1. The plaintiffs-respondents are the Swadeshi Mills Company, Bombay, one of the Tata group of mills. The defendants-appellants are the Gujarat Ginning and Manufacturing Company, Ahmedabad. Both firms manufacture cotton goods, including dhoties of various kinds. On these goods they stamp or affix their respective trade-marks, the plaintiffs' being a lotus flower and other marks and the defendants' a coloured picture of Yeshoda, the mother of Krishna, milking a cow. Below the trade-marks proper they both stamp numbers in large black figures. Plaintiffs call their number their cipher. It indicates goods of a particular description. Thus the number 24410 means dhoties 44' wide by ten yards long of a certain quality. Their dhoties of this size and quality are said to have a great sale in Northern India and they allege that this number has come to be associated with goods of their manufacture in Cawnpore, Delhi and other places, they having made use of it since 1910. It is alleged in the plaint:

The said dhoties have acquired a great reputation in the Indian markets and are known and required for and1 ordered under the said No. 24410 which has become the plaintiffs' trade-mark and denotes the plaintiffs' goods bearing the said number. The said number has become identified with the plaintiffs' said goods and any dhoties numbered with the number 24410 would be taken by purchasers unless unusually careful as being the well-known 24410 dhoties of the plaintiffs and would be likely to be passed off by unscrupulous persons as being the goods manufactured by the plaintiffs.
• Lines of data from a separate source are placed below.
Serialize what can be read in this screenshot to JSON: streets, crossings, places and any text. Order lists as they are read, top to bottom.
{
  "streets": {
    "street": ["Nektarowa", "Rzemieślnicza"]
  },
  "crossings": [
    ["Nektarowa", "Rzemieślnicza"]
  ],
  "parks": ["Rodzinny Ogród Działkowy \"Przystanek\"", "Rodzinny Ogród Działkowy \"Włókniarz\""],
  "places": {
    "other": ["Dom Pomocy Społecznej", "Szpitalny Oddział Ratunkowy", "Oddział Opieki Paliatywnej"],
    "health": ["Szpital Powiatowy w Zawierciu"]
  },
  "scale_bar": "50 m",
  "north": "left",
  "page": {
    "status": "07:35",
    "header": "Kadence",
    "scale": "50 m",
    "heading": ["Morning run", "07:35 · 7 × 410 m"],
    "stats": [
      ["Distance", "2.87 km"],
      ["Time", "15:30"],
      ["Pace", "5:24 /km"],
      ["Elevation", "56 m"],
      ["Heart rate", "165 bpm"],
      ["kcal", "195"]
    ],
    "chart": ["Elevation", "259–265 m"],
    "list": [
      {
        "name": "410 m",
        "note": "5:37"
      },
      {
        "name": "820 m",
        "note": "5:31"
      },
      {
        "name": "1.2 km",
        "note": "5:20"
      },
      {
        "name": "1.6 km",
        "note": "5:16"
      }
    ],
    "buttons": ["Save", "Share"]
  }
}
It is further alleged that-

in of about the month of May, 1931, the plaintiffs came to know that the defendants were using the said No. 24410 on dhoties not manufactured by the plaintiffs exposing the said imitation dhoties for sale in Cawnpore where the plaintiffs' said dhoties have been sold and are well-known with the evident intention as the plaintiffs say of trading on the reputation enjoyed by the plaintiffs' dhoties and of passing off the said imitation dhoties as the well-known dhoties of the plaintiffs and misleading purchasers into accepting the defendants' said imitation dhoties.

The plaintiffs therefore prayed that the defendants should be restrained by injunction from stamping or getting stamped or otherwise putting on dhoties not of the plaintiffs' manufacture the No. 24410 with or without the letter A and from selling or putting on the market directly or indirectly any such dhoties not of the plaintiffs' manufacture with the said No. 24410; also that the defendants should be ordered1 to deliver up all such dhoties in their possession and to render full and detailed accounts of the purchase and sale by them of all such imitation dhoties.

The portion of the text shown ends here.